At this point, it certainly could be North Korea. Or China. Or a group of people with no political affiliation, laughing at their tricks that have thrown the rest of society for a loop. As we have said before, it would be best if we reserve judgement until there is a documented forensic trail that truly establishes some level of attribution with certainty. At that point, Sony Pictures and the U.S. government can determine the best way forward. As Jason Koebler at Vice writes, “Reaction to the Sony Hack Is ‘Beyond the Realm of Stupid’” and has a wide variety of points that put the events in perspective.

Following up on the “fallout” angle, it appears that this attack has resulted in the cancellation of two movies. The first movie canceled, ‘The Interview’ has been extensively covered in the media and is accompanied by diverse commentary saying it was the right thing to do or it was caving in to terrorist demands. According to The Wrap, the second movie cancelled, not even in full production, is titled “Pyongyang” and was to star Steve Carell. Produced by company New Regency and directed by Gore Verbinski, the story is based on a graphic novel and follows a Westerner that is accused of espionage in North Korea. According to the Internet Movie Database (IMDB), it was also to be a comedy.

While the technical investigation into the breach is carried out, Tech Crunch reports that Sony is being forced to embrace legacy technology such as faxes and face-to-face meetings. Given that the compromise appears to be extensive, companies cannot assume that the attackers have stopped accessing the network. To err on the side of caution, they must assume that just about every device on their network is compromised.

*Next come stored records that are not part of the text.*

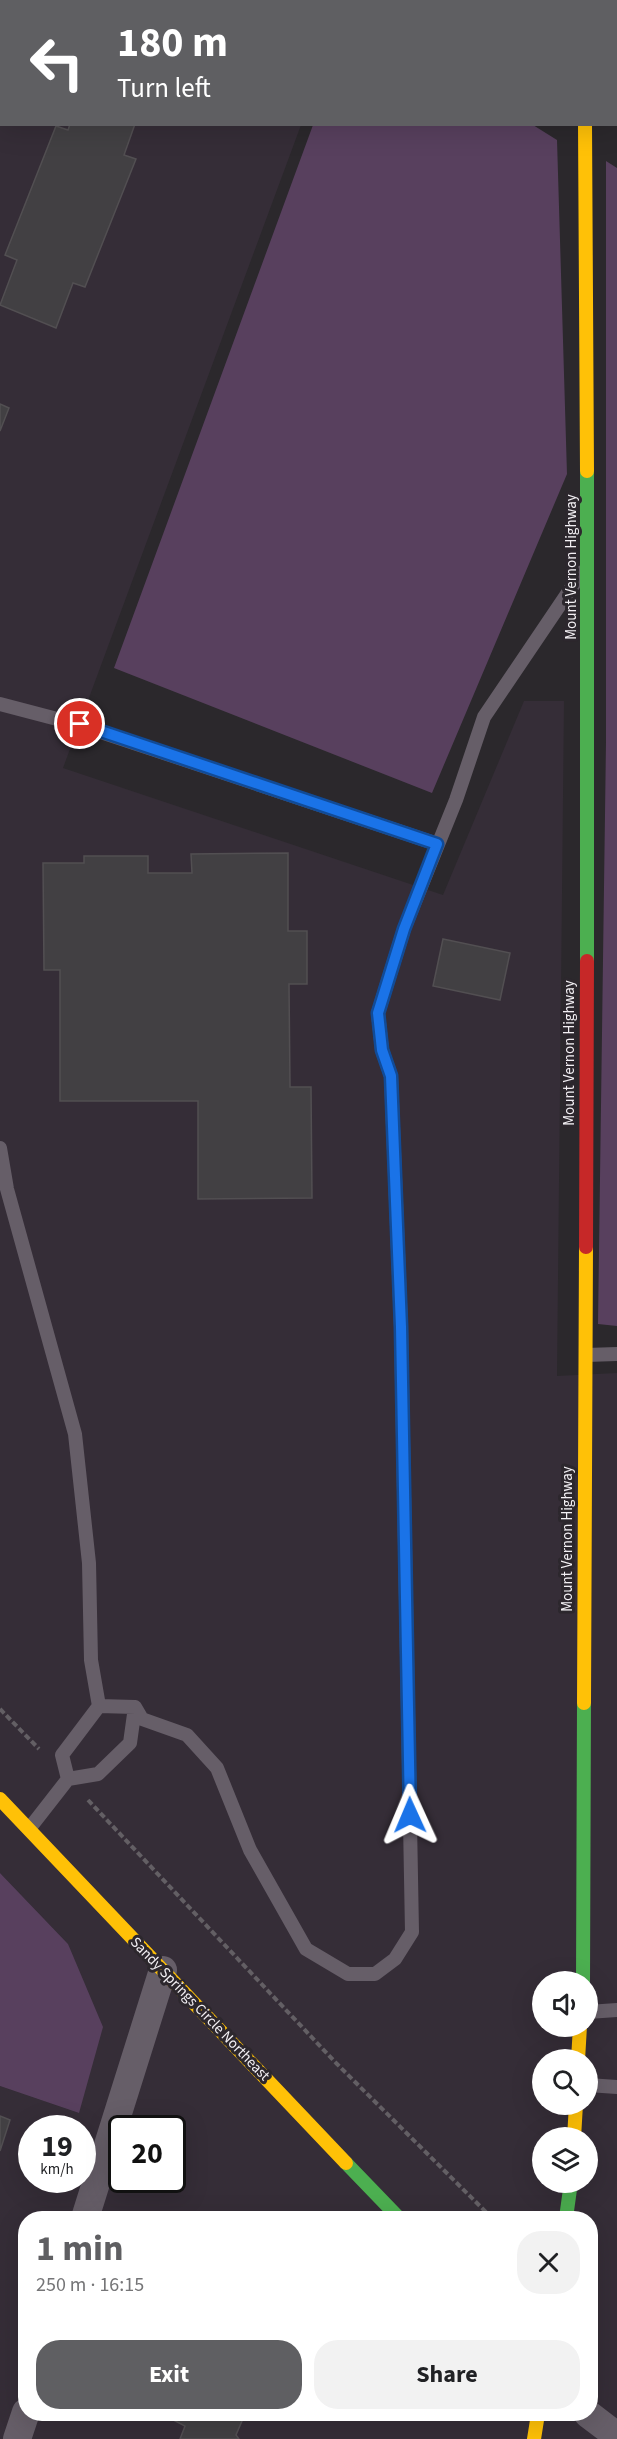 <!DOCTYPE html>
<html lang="en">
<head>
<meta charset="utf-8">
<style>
  body { margin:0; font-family:"Source Sans 3",sans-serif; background:#f2f2f2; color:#202124; height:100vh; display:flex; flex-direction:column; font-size:22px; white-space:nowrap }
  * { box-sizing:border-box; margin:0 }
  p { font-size:20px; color:#757577 }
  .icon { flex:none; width:33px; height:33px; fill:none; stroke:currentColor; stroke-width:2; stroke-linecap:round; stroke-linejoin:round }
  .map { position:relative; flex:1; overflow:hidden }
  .side { position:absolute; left:18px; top:2211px; width:580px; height:210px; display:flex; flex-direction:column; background:#fff; border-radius:24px; box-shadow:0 6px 24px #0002 }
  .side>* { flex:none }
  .banner { position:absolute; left:0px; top:0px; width:618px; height:126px; box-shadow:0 6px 24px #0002; background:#5f5f62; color:#fff; overflow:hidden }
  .controls { position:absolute; left:532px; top:1971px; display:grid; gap:12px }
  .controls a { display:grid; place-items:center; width:66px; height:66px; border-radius:50%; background:#fff; box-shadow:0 6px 24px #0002; font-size:30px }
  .speed { position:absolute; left:18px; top:2115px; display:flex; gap:12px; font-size:30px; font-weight:700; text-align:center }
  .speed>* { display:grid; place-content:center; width:78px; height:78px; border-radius:50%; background:#fff; box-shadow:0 6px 24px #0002; line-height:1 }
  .speed small { font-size:15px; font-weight:400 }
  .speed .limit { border:3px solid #111; border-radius:9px; background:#fff; color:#111 }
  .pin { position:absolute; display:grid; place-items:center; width:51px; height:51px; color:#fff; margin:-26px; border:3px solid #fff; border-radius:50%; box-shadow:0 2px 6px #0007 }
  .me { position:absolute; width:66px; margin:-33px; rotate:359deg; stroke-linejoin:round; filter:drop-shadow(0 0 4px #0008) }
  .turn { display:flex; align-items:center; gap:21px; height:126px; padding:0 18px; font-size:27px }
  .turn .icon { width:78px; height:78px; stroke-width:2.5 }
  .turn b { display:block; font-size:42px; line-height:51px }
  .round { display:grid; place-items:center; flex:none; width:63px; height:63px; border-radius:24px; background:#f2f2f2 }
  .headline { display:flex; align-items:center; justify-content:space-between; height:102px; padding:0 18px }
  h1 { font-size:36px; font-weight:700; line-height:45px; color:#5f5f62 }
  .primary-button { display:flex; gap:12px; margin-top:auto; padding:12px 18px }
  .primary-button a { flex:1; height:69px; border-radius:24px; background:#5f5f62; color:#fff; font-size:24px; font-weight:700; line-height:69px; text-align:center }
  .primary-button a+a { background:#f2f2f2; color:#202124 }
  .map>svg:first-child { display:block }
  .built { fill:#352d37; fill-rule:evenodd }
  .green { fill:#58405e }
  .building { fill:#424043; stroke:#524f52; stroke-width:1.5 }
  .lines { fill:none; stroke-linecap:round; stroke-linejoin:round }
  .path { stroke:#635f64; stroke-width:4; stroke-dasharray:6 3; stroke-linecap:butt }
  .lane { stroke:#665e68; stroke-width:14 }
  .street { stroke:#665e68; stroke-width:28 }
  .fast { stroke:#4caf50; stroke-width:14 }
  .slow { stroke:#ffc107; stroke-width:14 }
  .jam { stroke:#c62828; stroke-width:14 }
  .route-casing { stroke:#114b97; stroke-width:15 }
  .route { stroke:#1a73e8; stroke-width:10 }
  .labels { text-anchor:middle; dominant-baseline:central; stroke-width:6; stroke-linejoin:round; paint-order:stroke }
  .street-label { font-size:15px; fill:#f3f0f4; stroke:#2c272d }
</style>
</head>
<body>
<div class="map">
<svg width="617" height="2439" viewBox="0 0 617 2439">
  <rect width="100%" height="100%" fill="#2b282c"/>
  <path class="built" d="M0,0H347L2,2V124L301,125L63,768L443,895L524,701H564L557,1376L617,1373V2439H0V2086L79,2113L68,1944L0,1873ZM543,1982H588V2026H543ZM543,2060H588V2104H543ZM32,2128H82V2180H32ZM122,2128H172V2180H122ZM543,2138H588V2182H543ZM26,2218H591V2414H26Z"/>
  <path class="green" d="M313,125H533L557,140L567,474L432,793L114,668Z
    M606,161L617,168V1326L598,1324L606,742Z
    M0,1873L68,1944L103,2027L79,2113L0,2086Z"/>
  <path class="building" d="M70,124H135L124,155L136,159L85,287L73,283L56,328L0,305L17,260L5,255L56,126L68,130Z
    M0,404L9,408L0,431Z
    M288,853V931H307V984H289L290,1087H311L312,1198L198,1199V1101H60V970H44L43,863H84V856H148V873H192L191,854Z
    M443,939L510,953L500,1000L433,986Z
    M0,2116L10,2120L0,2151Z
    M162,2414H245L236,2435L239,2439H180L185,2426Z"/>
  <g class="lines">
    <path class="path" d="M0,1709L39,1749
      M88,1800L336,2063L492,2218"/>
    <path class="lane" d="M38,2L39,0
      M616,101H617
      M0,704L80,725L437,844
      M0,1148L7,1189L75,1434L89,1563L91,1660L99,1706
      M586,1355L617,1354
      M135,1707L142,1719L187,1735L217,1768L250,1850L306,1949L348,1974H375L395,1959L412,1932L401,1327L391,1076L382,1050L378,1013L404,929L456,800L484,717L582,572
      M68,1779L62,1755L99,1706L135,1707
      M29,1829L68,1779L98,1774L130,1743L135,1707
      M588,2012L617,2010
      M588,2085L617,2087"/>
    <path class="street" d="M85,2218L163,1970
      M588,2414L617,2436
      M17,2439L26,2412"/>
    <path class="fast" d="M345,0L349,2
      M587,961V471
      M583,1982L584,1703
      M346,2163L399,2218
      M566,2218L571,2182"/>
    <path class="slow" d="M585,124L587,471
      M584,1703L586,1247
      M0,1799L346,2163
      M578,2060L580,2026
      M574,2138L576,2104
      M534,2439L538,2414"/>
    <path class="jam" d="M579,0V2
      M586,1247L587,961"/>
  </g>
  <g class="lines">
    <defs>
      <path id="route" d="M80,724L437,844L404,929L378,1013L382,1050L391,1076L401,1327L410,1815"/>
    </defs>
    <use href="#route" class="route-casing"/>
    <use href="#route" class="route"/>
  </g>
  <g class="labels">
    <g class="street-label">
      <text transform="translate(571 567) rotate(-90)">Mount Vernon Highway</text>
      <text transform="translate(569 1053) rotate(-90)">Mount Vernon Highway</text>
      <text transform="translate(567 1539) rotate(-90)">Mount Vernon Highway</text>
      <text transform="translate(200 2009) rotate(46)">Sandy Springs Circle Northeast</text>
    </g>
  </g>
</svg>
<div class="controls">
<a><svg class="icon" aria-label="sound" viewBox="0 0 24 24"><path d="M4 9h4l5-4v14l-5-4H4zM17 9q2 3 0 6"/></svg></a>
<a><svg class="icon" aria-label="search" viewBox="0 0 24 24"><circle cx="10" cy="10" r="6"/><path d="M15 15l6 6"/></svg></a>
<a><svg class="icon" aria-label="layers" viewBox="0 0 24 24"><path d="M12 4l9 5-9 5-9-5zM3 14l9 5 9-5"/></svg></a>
</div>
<div class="speed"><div>19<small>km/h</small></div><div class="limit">20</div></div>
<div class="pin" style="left:80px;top:724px;background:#d93025"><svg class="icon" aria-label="arrive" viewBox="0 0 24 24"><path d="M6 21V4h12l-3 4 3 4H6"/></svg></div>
<svg class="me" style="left:410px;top:1815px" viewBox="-20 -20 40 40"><path d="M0-17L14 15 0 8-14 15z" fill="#1a73e8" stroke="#fff" stroke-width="4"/></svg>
<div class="banner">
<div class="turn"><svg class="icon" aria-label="left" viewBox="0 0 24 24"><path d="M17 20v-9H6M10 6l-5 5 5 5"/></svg><div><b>180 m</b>Turn left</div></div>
</div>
<section class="side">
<div class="headline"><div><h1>1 min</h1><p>250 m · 16:15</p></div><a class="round"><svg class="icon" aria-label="close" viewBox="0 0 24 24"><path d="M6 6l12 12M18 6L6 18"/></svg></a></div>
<div class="primary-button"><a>Exit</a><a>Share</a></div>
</section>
</div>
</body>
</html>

Finally, in the wake of the North Korea guessing game, we’d like to offer a few points of perspective. When the Guardians of Peace (GOP) called for the cancellation of ‘The Interview’, no one thought it would work. Yet it did. Since the demands of the GOP centered around that and the demands have now been met, Jake Kouns asks if that means the leaks are over? Cyber War News reminds us that one hack led to one movie being cancelled and the world cares deeply. Yet every day, hundreds of companies are hacked leading to tens of thousands of credentials being leaked. Despite that, no one cares. It is interesting how a large media company can have such influence outside the scope of their usual means of influence (i.e. movies). Despite the veiled threats from the GOP suggesting December 25 may see “9/11 type attacks”, President Obama is saying there is no credible threat and encouraging Americans to go to the movies according to CNN. Finally, Mitt Romney chimes in with this great idea:

.@SonyPictures don’t cave, fight: release @TheInterview free online globally. Ask viewers for voluntary $5 contribution to fight #Ebola.

Unfortunately for Romney and those supporting his idea, a CNN email flash arrived shortly after the Tweet saying “Sony Pictures has no further release plans for ‘The Interview,’ a company spokesperson tells CNN’s Brian Stelter, discouraging speculation that it might release the movie digitally.”

RBS will update this timeline with more information as it becomes available.